Но Петр ничего ему не ответил. Даже будучи убежденным монархистом, он не изъявлял сейчас такого желания. Образ императора оставался для Петра божественным и недосягаемым.

Тем временем Ходынское поле всё больше и больше погружалось в полную тьму, и ночь, как на беду, выдалась безлунная. А люди всё шли, и всё плотнее становилась необозримая толпа. Некоторые люди, не видя перед собой дороги, стали спотыкаться и падать в овраги, а нескончаемый поток народа всё прибывал и прибывал.

Петр с ужасом начал понимать, что всех этих людей между городской границей и стеной из ста буфетов стало слишком много, это были тысячи и тысячи человек. Он приподнялся в своём экипаже и внимательно огляделся по сторонам. Если случится беда, кто будет наводить порядок? Полицейских и казаков было слишком мало. Петр отчетливо понял, что эта горстка просто не справится с такой лавиной людских масс.
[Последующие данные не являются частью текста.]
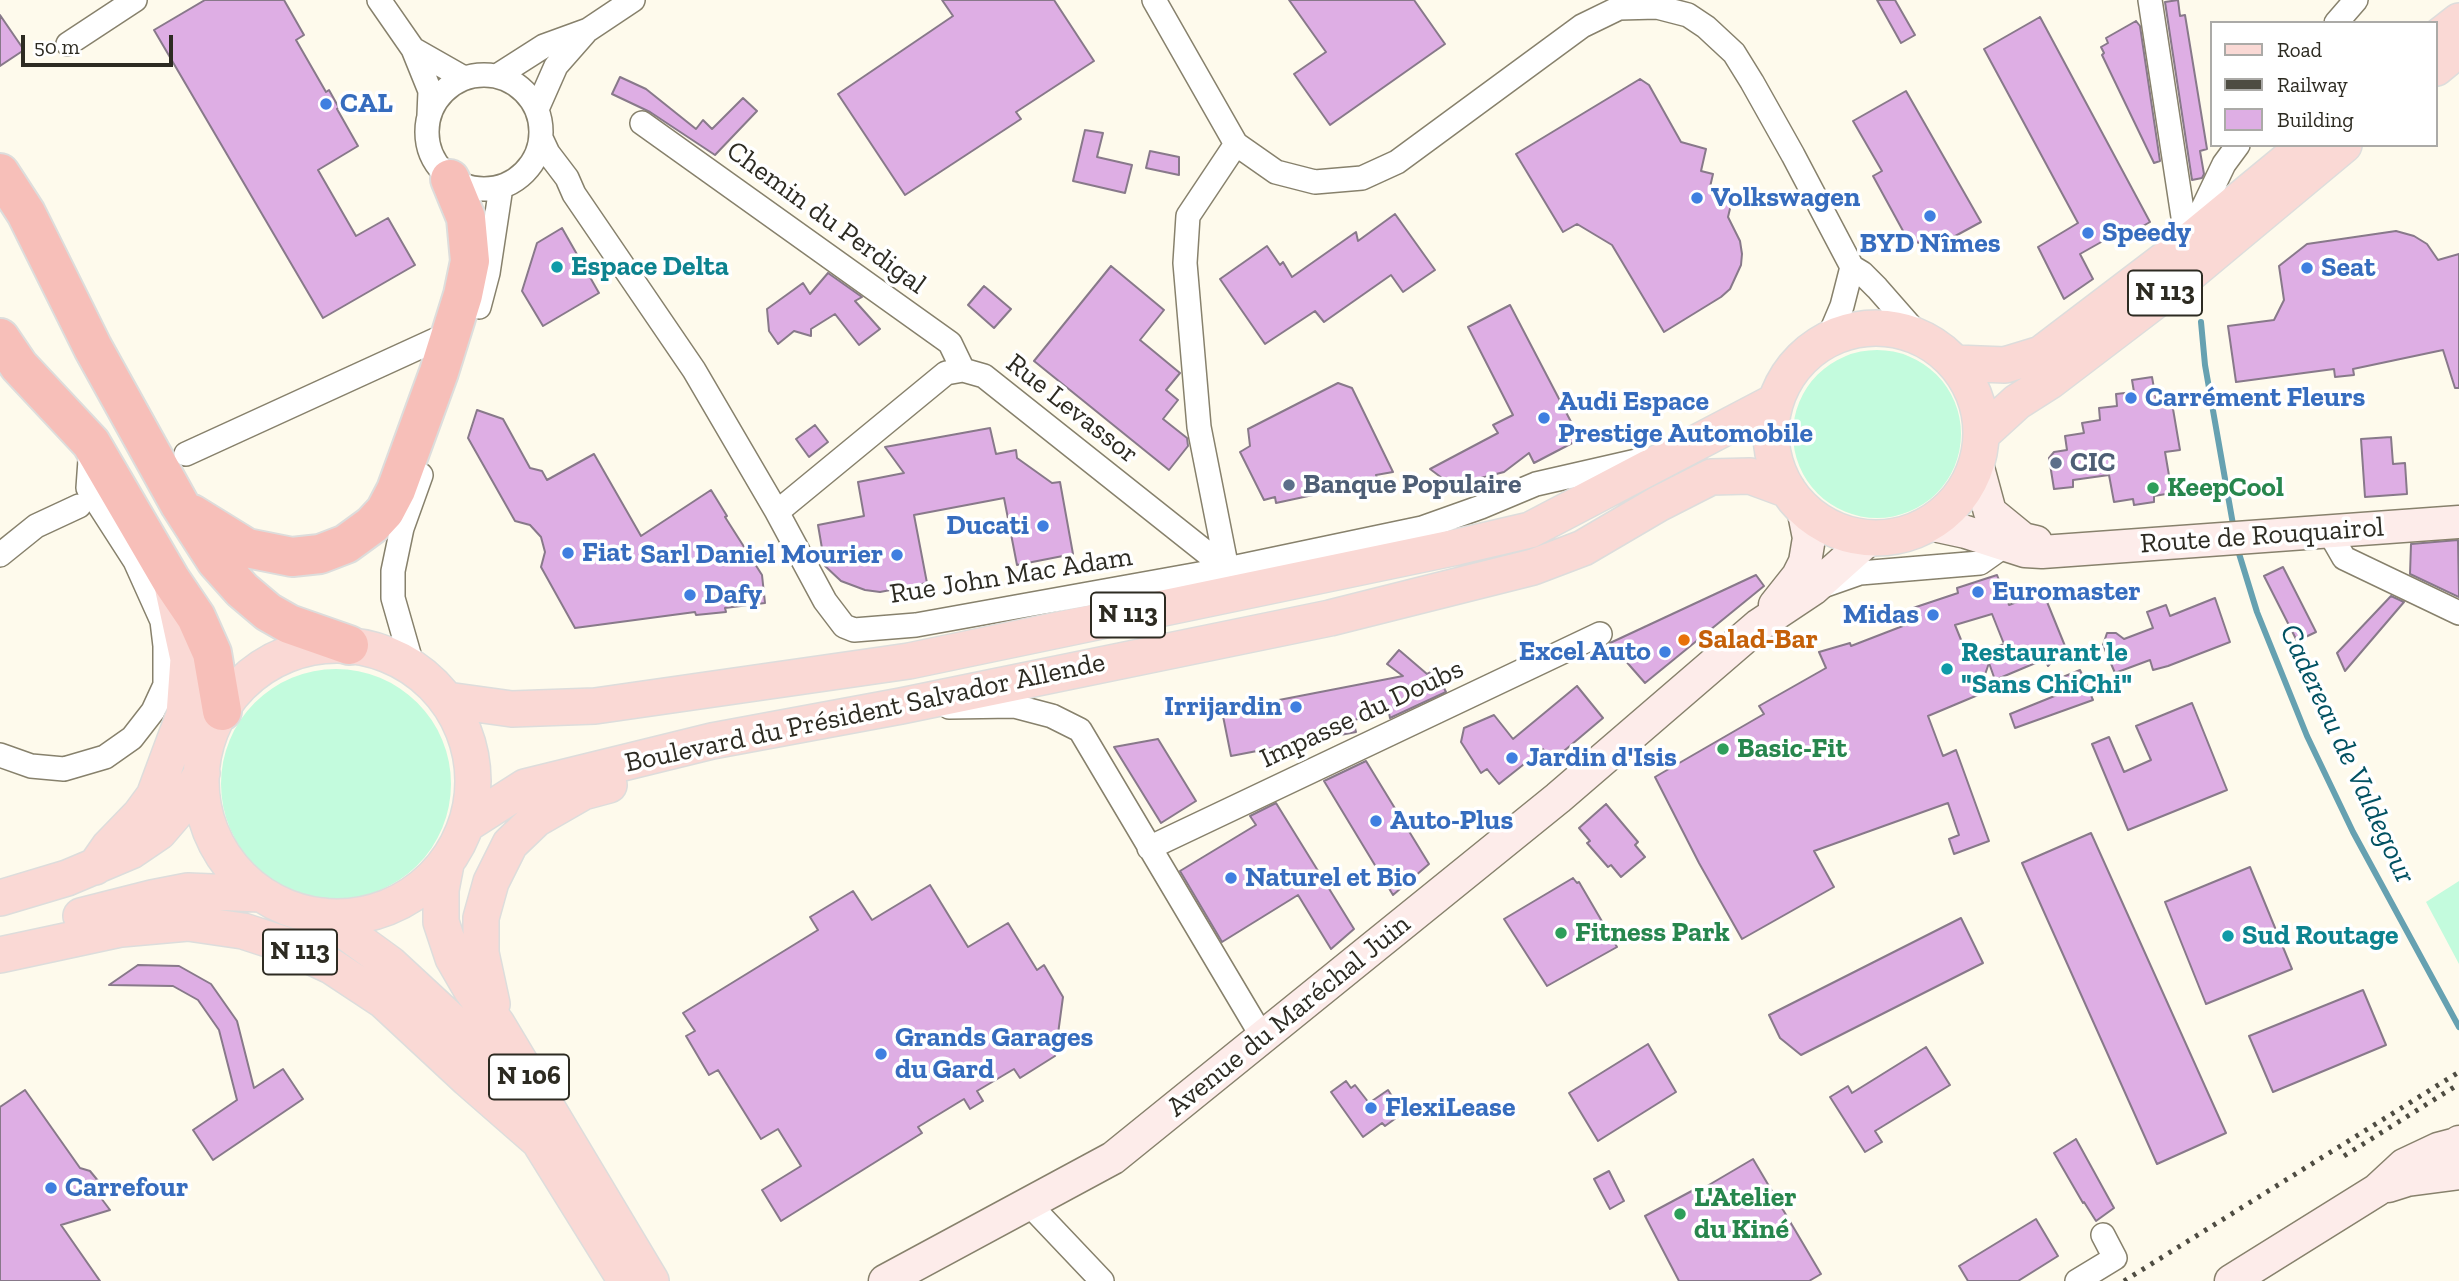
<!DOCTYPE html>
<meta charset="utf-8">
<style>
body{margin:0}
#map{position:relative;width:2459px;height:1281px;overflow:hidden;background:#fefaec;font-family:"Zilla Slab",serif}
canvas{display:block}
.legend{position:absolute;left:2210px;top:21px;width:228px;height:126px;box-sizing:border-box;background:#fff;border:2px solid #abaaa7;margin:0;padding:9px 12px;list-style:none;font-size:21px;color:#2d2b22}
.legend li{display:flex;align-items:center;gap:14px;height:35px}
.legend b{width:35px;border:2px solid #abaaa7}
.scale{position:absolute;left:21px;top:35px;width:152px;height:32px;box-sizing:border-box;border:4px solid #2d2b22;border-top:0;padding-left:9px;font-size:21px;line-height:24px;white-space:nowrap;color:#2d2b22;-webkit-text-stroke:5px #fff;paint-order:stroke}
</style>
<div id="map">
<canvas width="2459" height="1281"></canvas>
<ul class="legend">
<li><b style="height:9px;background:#fad9d5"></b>Road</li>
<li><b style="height:9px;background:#4e4c42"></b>Railway</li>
<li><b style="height:19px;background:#deaee4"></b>Building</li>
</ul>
<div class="scale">50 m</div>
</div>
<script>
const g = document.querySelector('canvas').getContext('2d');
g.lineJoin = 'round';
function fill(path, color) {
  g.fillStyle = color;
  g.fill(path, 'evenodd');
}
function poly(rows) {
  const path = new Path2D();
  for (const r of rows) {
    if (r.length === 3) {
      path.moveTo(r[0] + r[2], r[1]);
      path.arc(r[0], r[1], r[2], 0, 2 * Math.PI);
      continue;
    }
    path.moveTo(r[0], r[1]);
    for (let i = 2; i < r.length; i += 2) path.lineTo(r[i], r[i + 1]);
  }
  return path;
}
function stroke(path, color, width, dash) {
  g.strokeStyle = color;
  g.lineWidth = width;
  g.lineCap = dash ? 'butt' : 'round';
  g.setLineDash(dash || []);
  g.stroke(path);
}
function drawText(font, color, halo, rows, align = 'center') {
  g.font = font + ' "Zilla Slab",serif';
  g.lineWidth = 7;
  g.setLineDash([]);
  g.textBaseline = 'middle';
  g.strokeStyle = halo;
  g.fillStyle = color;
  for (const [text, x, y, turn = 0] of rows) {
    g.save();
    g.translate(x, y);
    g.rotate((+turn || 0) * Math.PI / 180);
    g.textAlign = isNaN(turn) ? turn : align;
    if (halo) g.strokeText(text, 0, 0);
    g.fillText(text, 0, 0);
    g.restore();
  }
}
const green = poly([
 [1877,434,84],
 [336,784,115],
 [2459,881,2459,964,2426,902]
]);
const stream = poly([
 [2201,322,2205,365,2234,530],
 [2237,547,2257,612,2307,736,2353,832,2459,1027]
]);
const building = poly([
 [205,0,284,0,304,35,296,40,326,92,329,90,339,108,337,109,358,146,318,170,356,236,388,218,415,265,323,318,154,30,205,0],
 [942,0,1054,0,1094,61,1016,112,1021,119,905,195,838,94,953,16,942,0],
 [1289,0,1414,0,1445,44,1330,125,1294,74,1326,52,1289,0],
 [1877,0,1895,0,1915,35,1901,43,1877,0],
 [2178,0,2180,16,2185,15,2207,149,2200,151,2204,174,2202,178,2192,180,2165,2,2178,0],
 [0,15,24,50,0,66,0,15],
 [2040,17,2150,222,2122,238,2119,232,2080,254,2093,279,2064,299,2038,247,2078,223,1984,49,2040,17],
 [2136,21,2140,26,2160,161,2154,163,2102,55,2104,53,2101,47,2108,43,2106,38,2136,21],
 [620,77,646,89,696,129,703,120,712,129,743,98,757,111,715,155,650,112,612,94,620,77],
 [1640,79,1649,85,1681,142,1706,149,1701,171,1713,174,1710,187,1734,192,1728,217,1740,241,1742,254,1741,265,1730,289,1721,297,1664,332,1612,245,1577,224,1563,232,1516,154,1640,79],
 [1906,91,1981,222,1935,247,1908,240,1873,176,1882,171,1853,121,1906,91],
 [1085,130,1103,133,1097,157,1132,165,1125,193,1073,181,1085,130],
 [1150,151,1179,157,1179,175,1146,168,1150,151],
 [1395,214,1435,270,1403,292,1391,275,1324,322,1315,311,1265,344,1220,279,1267,246,1280,265,1283,262,1292,277,1356,232,1358,241,1395,214],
 [562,228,599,293,543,326,522,291,537,243,562,228],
 [2396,231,2414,236,2427,244,2438,260,2459,254,2459,388,2455,388,2443,350,2353,369,2354,375,2335,377,2334,369,2236,382,2228,326,2274,320,2284,300,2279,266,2307,244,2396,231],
 [1111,266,1164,310,1140,340,1180,373,1166,390,1178,400,1163,419,1187,438,1188,446,1169,470,1034,361,1111,266],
 [828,273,862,297,855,301,880,329,859,345,835,314,811,329,811,336,794,331,778,344,769,331,767,309,803,283,810,294,828,273],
 [984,286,1011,309,994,328,968,305,984,286],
 [1510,305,1580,439,1534,463,1529,453,1504,472,1465,482,1446,481,1430,469,1498,433,1493,425,1513,415,1468,327,1510,305],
 [2152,377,2157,405,2172,403,2180,450,2165,452,2172,493,2154,496,2154,502,2134,505,2133,499,2114,502,2109,475,2073,480,2073,487,2054,489,2049,458,2054,452,2067,450,2065,436,2084,433,2082,423,2100,420,2099,408,2117,406,2116,394,2134,392,2132,380,2152,377],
 [1338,383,1352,388,1393,472,1376,475,1378,481,1276,503,1275,497,1264,500,1240,452,1250,446,1248,429,1338,383],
 [477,410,503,419,530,468,542,471,547,480,594,454,641,536,711,490,727,516,725,517,762,575,765,603,725,608,726,612,696,615,695,612,575,628,541,567,545,552,541,537,530,525,515,521,468,438,477,410],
 [815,425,828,442,809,457,796,439,815,425],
 [990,428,996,454,1016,450,1017,458,1052,483,1060,482,1073,554,1017,565,1004,498,914,515,927,583,880,592,865,590,841,581,825,566,818,525,864,516,858,482,904,473,885,447,990,428],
 [2391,437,2393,464,2405,463,2407,494,2365,497,2361,439,2391,437],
 [2458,540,2459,597,2410,574,2411,544,2458,540],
 [2283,567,2316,632,2297,641,2264,576,2283,567],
 [1756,575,1764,586,1645,683,1610,643,1756,575],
 [1997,575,2009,605,2043,592,2065,646,2048,666,2045,659,1995,680,1989,663,1981,686,1975,688,1978,695,1928,716,1943,756,1956,750,1989,841,1954,854,1949,839,1959,835,1948,803,1814,851,1834,887,1742,939,1699,863,1655,777,1764,714,1759,706,1826,668,1819,652,1850,643,1851,646,1908,624,1904,611,1958,593,1957,588,1997,575],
 [1992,614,2004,644,1968,657,1955,625,1992,614],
 [2391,596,2404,602,2345,671,2337,653,2391,596],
 [2215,598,2230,642,2168,666,2153,670,2150,660,2115,673,2103,645,2107,633,2116,633,2124,639,2153,628,2147,612,2166,605,2170,616,2215,598],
 [1399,650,1427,674,1435,670,1446,692,1390,718,1389,713,1353,720,1356,732,1231,756,1222,711,1403,676,1387,664,1399,650],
 [2080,670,2093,700,2015,728,2010,714,2057,695,2053,681,2080,670],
 [1577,686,1603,718,1552,761,1543,749,1499,784,1487,769,1481,773,1461,742,1464,728,1494,715,1513,739,1577,686],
 [2192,703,2227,790,2128,830,2092,744,2109,737,2124,772,2151,760,2136,726,2192,703],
 [1158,739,1196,801,1161,823,1114,747,1158,739],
 [1366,761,1429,864,1393,895,1324,781,1366,761],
 [1276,803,1354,929,1331,949,1298,895,1222,942,1180,871,1256,825,1250,816,1276,803],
 [1606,804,1638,842,1635,845,1645,857,1621,877,1611,865,1608,867,1587,843,1590,841,1579,828,1606,804],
 [2091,833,2226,1133,2157,1164,2022,863,2091,833],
 [2250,867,2292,969,2206,1004,2165,902,2250,867],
 [1573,878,1577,883,1579,882,1617,947,1547,986,1504,919,1573,878],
 [930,885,968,947,1008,923,1037,970,1044,965,1063,997,1055,1056,1020,1078,1014,1069,977,1091,983,1101,970,1109,964,1099,918,1127,922,1133,781,1221,762,1190,801,1166,778,1129,761,1139,718,1070,709,1075,686,1036,695,1031,683,1013,818,930,810,917,853,891,872,920,930,885],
 [1961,918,1983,963,1801,1055,1780,1038,1769,1015,1961,918],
 [138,965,179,966,211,984,237,1021,254,1088,283,1069,303,1099,213,1160,193,1130,237,1100,219,1030,198,1000,173,986,109,985,138,965],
 [2363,990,2386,1045,2273,1092,2249,1036,2363,990],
 [1648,1044,1676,1092,1598,1141,1569,1093,1648,1044],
 [1926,1047,1950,1085,1875,1131,1882,1142,1865,1152,1830,1097,1848,1086,1852,1093,1926,1047],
 [1346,1081,1351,1088,1355,1085,1369,1103,1388,1090,1403,1113,1385,1126,1382,1123,1363,1137,1331,1092,1346,1081],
 [25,1090,80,1168,90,1171,99,1182,101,1198,110,1210,61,1225,100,1281,0,1281,0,1107,25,1090],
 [2076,1139,2114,1208,2096,1221,2084,1202,2083,1203,2054,1153,2076,1139],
 [1753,1159,1821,1274,1809,1281,1679,1281,1645,1216,1701,1186,1702,1189,1753,1159],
 [1609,1171,1624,1201,1610,1209,1594,1179,1609,1171],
 [2036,1219,2058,1256,2018,1281,1968,1281,1959,1266,2036,1219]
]);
const street = poly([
 [379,0,413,49,430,91,429,115],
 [1154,0,1236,144,1276,172,1315,182,1362,178,1397,162,1582,26,1619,8,1657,7,1688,15,1706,27,1734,53,1752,82,1793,155,1852,267,1862,273,1877,288,1920,337],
 [2150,0,2187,243],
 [2336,23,2356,0],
 [68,44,135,0],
 [413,49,464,78],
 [484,132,57],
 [497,76,544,46,588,30,633,0],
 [537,109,556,66,585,33],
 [642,123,950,343,963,370],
 [541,138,548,153,567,178,574,194,694,370,777,512,825,601,844,626,854,630,916,625,1088,594,1227,569,1422,528,1481,507,1536,484,1641,460],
 [2191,233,2224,164,2238,145],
 [479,307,488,273,501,187],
 [1828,339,1842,306,1852,267],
 [186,454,457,330],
 [777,512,946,373,963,370,984,376,1227,569],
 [2329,532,2344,558,2459,613],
 [0,555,36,526,79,506],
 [1227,569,1199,427,1185,263,1188,216,1236,144],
 [1823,586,1860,573,1980,563,2004,546],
 [413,668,393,598,393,571,402,528,421,475],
 [949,707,1014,706,1052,716,1080,730,1263,1038],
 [0,755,31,766,64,769,105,757,132,738,153,711,165,685,165,646,162,621,135,561,88,488,91,446],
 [1149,848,1600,634],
 [1028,1203,1102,1281],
 [2077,1281,2115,1258,2103,1235]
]);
const secondary = poly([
 [1977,464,1990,512,2023,539,2036,542],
 [1929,524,1966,532,2025,551,2042,552,2459,522],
 [1775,605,1798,576,1805,562,1809,538,1803,508],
 [2388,1186,2407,1180,2459,1173,2453,1159,2454,1152,2459,1142],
 [885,1281,1113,1158,1558,798,1759,625,1813,589,1871,537],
 [2231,1281,2377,1190,2404,1165,2438,1149,2457,1144]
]);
const primary = poly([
 [2436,39,2459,21],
 [2436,68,2459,49],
 [1876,433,105],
 [1955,363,2005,365,2041,354,2187,243,2306,145],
 [1982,434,2017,402,2050,381,2176,285,2344,145],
 [337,781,136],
 [447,700,512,709,595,706,909,661,1457,547,1530,530,1776,401],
 [467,824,525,787,712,741,901,706,1330,618,1533,567,1583,548,1658,504,1711,477,1750,476,1788,490],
 [446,864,441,890,441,922,453,958,471,989,497,1024,651,1281],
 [95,867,109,847,140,815,154,796,184,715,188,659,173,590],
 [0,898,67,878,131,851,159,832,183,804,202,773],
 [81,916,152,898,188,891,260,894],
 [324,916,390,964,457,1026,539,1141,626,1281],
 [0,955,121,929,188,923,243,931,286,945,331,966,384,1001,468,1079,539,1141],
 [492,1004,481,953,481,918,491,882,510,844,536,819,583,792,609,785]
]);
const highway = poly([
 [0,173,26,213,93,348,180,505,216,561,242,590,268,612,289,624,349,645],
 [0,338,19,366,91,443,171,580,196,617,212,653,222,711],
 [192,514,247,548,292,557,320,554,346,544,372,525,385,511,396,490,439,372,463,295,470,261,466,218,450,179]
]);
const rail = poly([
 [2344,1156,2459,1084],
 [2124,1281,2459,1072]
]);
const markers = [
 [326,104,7,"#3f7fe0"],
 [1697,198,7,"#3f7fe0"],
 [1930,216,7,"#3f7fe0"],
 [2088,233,7,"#3f7fe0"],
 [557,267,7,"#0f9aa8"],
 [2307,268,7,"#3f7fe0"],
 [2131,398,7,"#3f7fe0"],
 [1544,418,7,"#3f7fe0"],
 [2056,463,7,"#5c6f8a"],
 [1289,485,7,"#5c6f8a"],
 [2153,488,7,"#2e9e5b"],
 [1043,526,7,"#3f7fe0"],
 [568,553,7,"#3f7fe0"],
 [897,555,7,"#3f7fe0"],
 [1978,592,7,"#3f7fe0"],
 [690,595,7,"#3f7fe0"],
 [1933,615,7,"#3f7fe0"],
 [1684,640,7,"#e8710a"],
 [1665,652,7,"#3f7fe0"],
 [1947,669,7,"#0f9aa8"],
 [1296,707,7,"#3f7fe0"],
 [1723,749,7,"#2e9e5b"],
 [1512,758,7,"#3f7fe0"],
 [1376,821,7,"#3f7fe0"],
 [1231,878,7,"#3f7fe0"],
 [1561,933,7,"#2e9e5b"],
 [2228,936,7,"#0f9aa8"],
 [881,1054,7,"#3f7fe0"],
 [1371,1108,7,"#3f7fe0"],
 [51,1188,7,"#3f7fe0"],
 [1680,1214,7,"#2e9e5b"]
];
const shields = [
 [2165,293,74],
 [1128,615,74],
 [300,952,74],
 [529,1077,80]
];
const shieldNames = [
 ["N 113",2165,293],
 ["N 113",1128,615],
 ["N 113",300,952],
 ["N 106",529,1077]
];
const shopNames = [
 ["CAL",340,104],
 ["Volkswagen",1711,198],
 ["Speedy",2102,233],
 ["BYD Nîmes",1930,244,"center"],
 ["Seat",2321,268],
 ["Carrément Fleurs",2145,398],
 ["Audi Espace",1558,402],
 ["Prestige Automobile",1558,434],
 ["Ducati",1029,526,"right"],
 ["Fiat",582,553],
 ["Sarl Daniel Mourier",883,555,"right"],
 ["Euromaster",1992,592],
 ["Dafy",704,595],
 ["Midas",1919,615,"right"],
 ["Excel Auto",1651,652,"right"],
 ["Irrijardin",1282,707,"right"],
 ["Jardin d'Isis",1526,758],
 ["Auto-Plus",1390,821],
 ["Naturel et Bio",1245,878],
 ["Grands Garages",895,1038],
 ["du Gard",895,1070],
 ["FlexiLease",1385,1108],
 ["Carrefour",65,1188]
];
const streetNames = [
 ["Chemin du Perdigal",826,218,36],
 ["Rue Levassor",1072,409,38],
 ["Route de Rouquairol",2262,536,-4],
 ["Rue John Mac Adam",1011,576,-9],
 ["Boulevard du Président Salvador Allende",865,713,-12],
 ["Impasse du Doubs",1362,714,-25],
 ["Avenue du Maréchal Juin",1289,1016,-39]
];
const cultureNames = [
 ["Espace Delta",571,267],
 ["Restaurant le",1961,653],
 ["\"Sans ChiChi\"",1961,685],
 ["Sud Routage",2242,936]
];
const serviceNames = [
 ["CIC",2070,463],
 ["Banque Populaire",1303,485]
];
const leisureNames = [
 ["KeepCool",2167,488],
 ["Basic-Fit",1737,749],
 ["Fitness Park",1575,933],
 ["L'Atelier",1694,1198],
 ["du Kiné",1694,1230]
];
const foodNames = [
 ["Salad-Bar",1698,640]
];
const waterNames = [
 ["Cadereau de Valdegour",2347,754,65]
];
fill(green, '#c3fbdd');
stroke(stream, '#66a1b1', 6);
fill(building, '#deaee4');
stroke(building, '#88798a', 2);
stroke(street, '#87816c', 26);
stroke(secondary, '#87816c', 35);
stroke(primary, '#dddddc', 38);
stroke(highway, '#dddddc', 42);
stroke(street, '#fff', 23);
stroke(secondary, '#fdecea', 32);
stroke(primary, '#fad9d5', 35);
stroke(highway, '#f7bfb9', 38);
stroke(rail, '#4e4c42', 5, [3.5, 7]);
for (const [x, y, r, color] of markers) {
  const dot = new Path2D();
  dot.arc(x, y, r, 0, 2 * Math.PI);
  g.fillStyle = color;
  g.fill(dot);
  stroke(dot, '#fff', 2.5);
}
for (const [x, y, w] of shields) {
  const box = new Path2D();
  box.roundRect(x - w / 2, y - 22.5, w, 45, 5);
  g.fillStyle = '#fff';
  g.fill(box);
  stroke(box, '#2d2b22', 2);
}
drawText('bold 26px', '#2d2b22', null, shieldNames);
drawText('bold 28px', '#366cbe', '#fff', shopNames, 'left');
drawText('28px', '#2d2b22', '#fff', streetNames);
drawText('bold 28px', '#0d838f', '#fff', cultureNames, 'left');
drawText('bold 28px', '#4e5e75', '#fff', serviceNames, 'left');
drawText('bold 28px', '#27864d', '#fff', leisureNames, 'left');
drawText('bold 28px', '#c56008', '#fff', foodNames, 'left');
drawText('italic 30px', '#015162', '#fff', waterNames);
</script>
Он словно кожей почувствовал, как положение начало становиться угрожающим.

К утру стало очень тихо. Ни ветерка. Дышать становилось всё труднее. Начало светлеть, и Петр смог разглядеть лица некоторых людей. Они были залиты потом и приобрели какой-то синевато-бледный цвет. Вместе с этими людьми он смог разглядеть и то, насколько огромной стала пришедшая толпа. Она была гораздо больше, чем ему казалось ночью.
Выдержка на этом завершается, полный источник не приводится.